• **TASK DETAILS**
Return only how many lines in the data include the string "Frione".

• **DATA EXTRACTS**
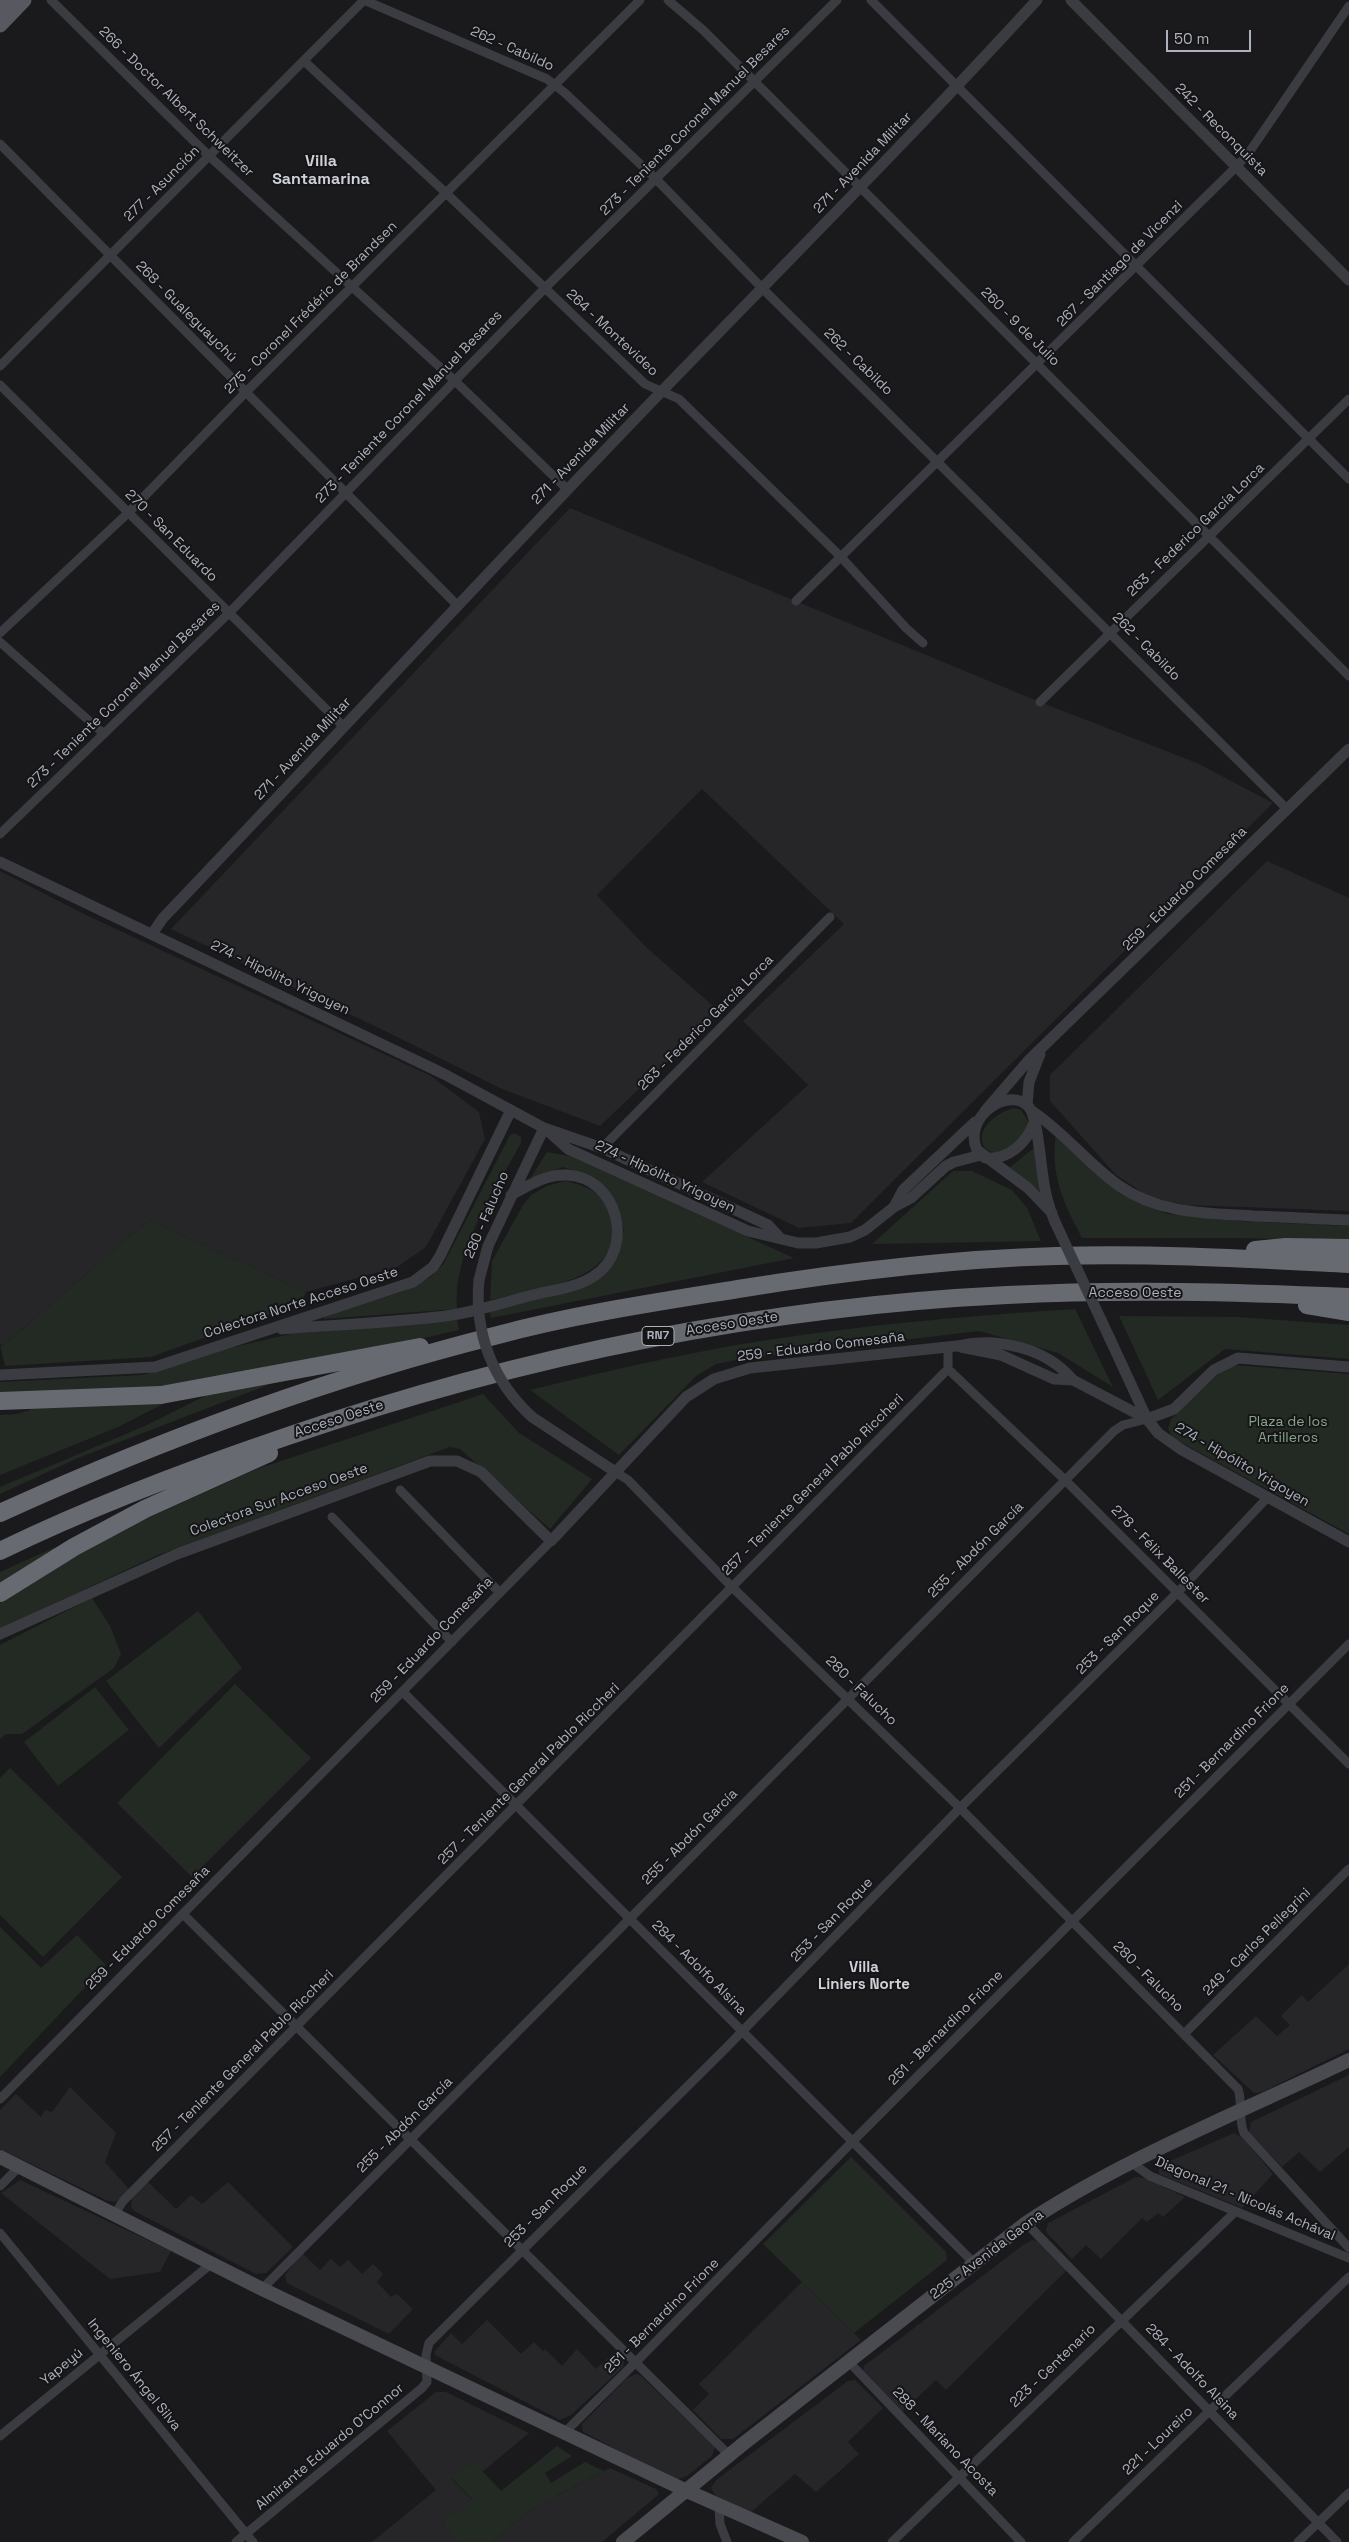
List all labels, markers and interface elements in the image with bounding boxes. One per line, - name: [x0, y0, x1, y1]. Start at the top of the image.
- scale bar: [1169, 20, 1254, 52]
- street label: 266 - Doctor Albert Schweitzer: [95, 23, 257, 181]
- street label: 262 - Cabildo: [468, 23, 556, 75]
- street label: 273 - Teniente Coronel Manuel Besares: [597, 23, 793, 219]
- text: 50 m: [1174, 29, 1209, 48]
- street label: 242 - Reconquista: [1171, 80, 1271, 180]
- street label: 271 - Avenida Militar: [810, 109, 916, 217]
- street label: 277 - Asunción: [121, 143, 203, 225]
- district label: Villa Santamarina: [272, 152, 370, 190]
- street label: 267 - Santiago de Vicenzi: [1054, 198, 1186, 330]
- street label: 275 - Coronel Frédéric de Brandsen: [221, 218, 401, 398]
- street label: 268 - Gualeguaychú: [132, 258, 240, 366]
- street label: 260 - 9 de Julio: [977, 284, 1063, 370]
- street label: 264 - Montevideo: [563, 286, 661, 380]
- street label: 273 - Teniente Coronel Manuel Besares: [312, 307, 506, 507]
- street label: 262 - Cabildo: [820, 325, 896, 399]
- street label: 271 - Avenida Militar: [528, 400, 634, 508]
- street label: 263 - Federico García Lorca: [1124, 460, 1268, 600]
- street label: 270 - San Eduardo: [121, 486, 221, 586]
- street label: 273 - Teniente Coronel Manuel Besares: [24, 598, 224, 792]
- street label: 262 - Cabildo: [1108, 609, 1184, 685]
- street label: 271 - Avenida Militar: [251, 694, 355, 804]
- street label: 259 - Eduardo Comesaña: [1119, 823, 1251, 955]
- street label: 274 - Hipólito Yrigoyen: [208, 937, 352, 1019]
- street label: 263 - Federico García Lorca: [635, 952, 777, 1094]
- street label: 274 - Hipólito Yrigoyen: [592, 1137, 738, 1217]
- street label: 280 - Falucho: [461, 1169, 513, 1261]
- street label: Colectora Norte Acceso Oeste: [202, 1264, 400, 1342]
- street label: Acceso Oeste: [1089, 1285, 1181, 1301]
- street label: Acceso Oeste: [685, 1308, 779, 1340]
- road number: RN7: [642, 1326, 674, 1345]
- street label: 259 - Eduardo Comesaña: [736, 1328, 906, 1366]
- street label: 257 - Teniente General Pablo Riccheri: [719, 1391, 907, 1579]
- street label: Acceso Oeste: [292, 1397, 386, 1441]
- park label: Plaza de los Artilleros: [1248, 1414, 1328, 1446]
- street label: 274 - Hipólito Yrigoyen: [1172, 1420, 1312, 1510]
- street label: Colectora Sur Acceso Oeste: [188, 1460, 370, 1540]
- street label: 255 - Abdón García: [925, 1499, 1027, 1601]
- street label: 278 - Félix Ballester: [1107, 1502, 1213, 1608]
- street label: 259 - Eduardo Comesaña: [367, 1573, 497, 1707]
- street label: 253 - San Roque: [1073, 1588, 1163, 1678]
- street label: 280 - Falucho: [822, 1653, 900, 1729]
- street label: 257 - Teniente General Pablo Riccheri: [435, 1680, 623, 1868]
- street label: 251 - Bernardino Frione: [1171, 1680, 1293, 1802]
- street label: 255 - Abdón García: [639, 1786, 741, 1888]
- street label: 259 - Eduardo Comesaña: [82, 1862, 214, 1994]
- street label: 253 - San Roque: [787, 1874, 877, 1966]
- street label: 249 - Carlos Pellegrini: [1200, 1885, 1314, 1999]
- street label: 284 - Adolfo Alsina: [648, 1917, 750, 2019]
- street label: 280 - Falucho: [1109, 1938, 1187, 2016]
- district label: Villa Liniers Norte: [818, 1959, 910, 1994]
- street label: 257 - Teniente General Pablo Riccheri: [149, 1967, 337, 2155]
- street label: 251 - Bernardino Frione: [885, 1967, 1007, 2089]
- street label: 255 - Abdón García: [354, 2074, 456, 2176]
- street label: Diagonal 21 - Nicolás Achával: [1152, 2153, 1338, 2245]
- street label: 253 - San Roque: [501, 2161, 591, 2251]
- street label: 225 - Avenida Gaona: [927, 2207, 1047, 2303]
- street label: 251 - Bernardino Frione: [601, 2255, 723, 2377]
- street label: Ingeniero Ángel Silva: [84, 2316, 184, 2434]
- street label: 284 - Adolfo Alsina: [1142, 2320, 1242, 2424]
- street label: 223 - Centenario: [1007, 2321, 1099, 2411]
- street label: Yapeyú: [37, 2345, 87, 2389]
- street label: Almirante Eduardo O'Connor: [252, 2380, 408, 2514]
- street label: 288 - Mariano Acosta: [889, 2384, 1001, 2500]
- street label: 221 - Loureiro: [1119, 2403, 1197, 2479]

• **EXERCISE OUTPUT**
3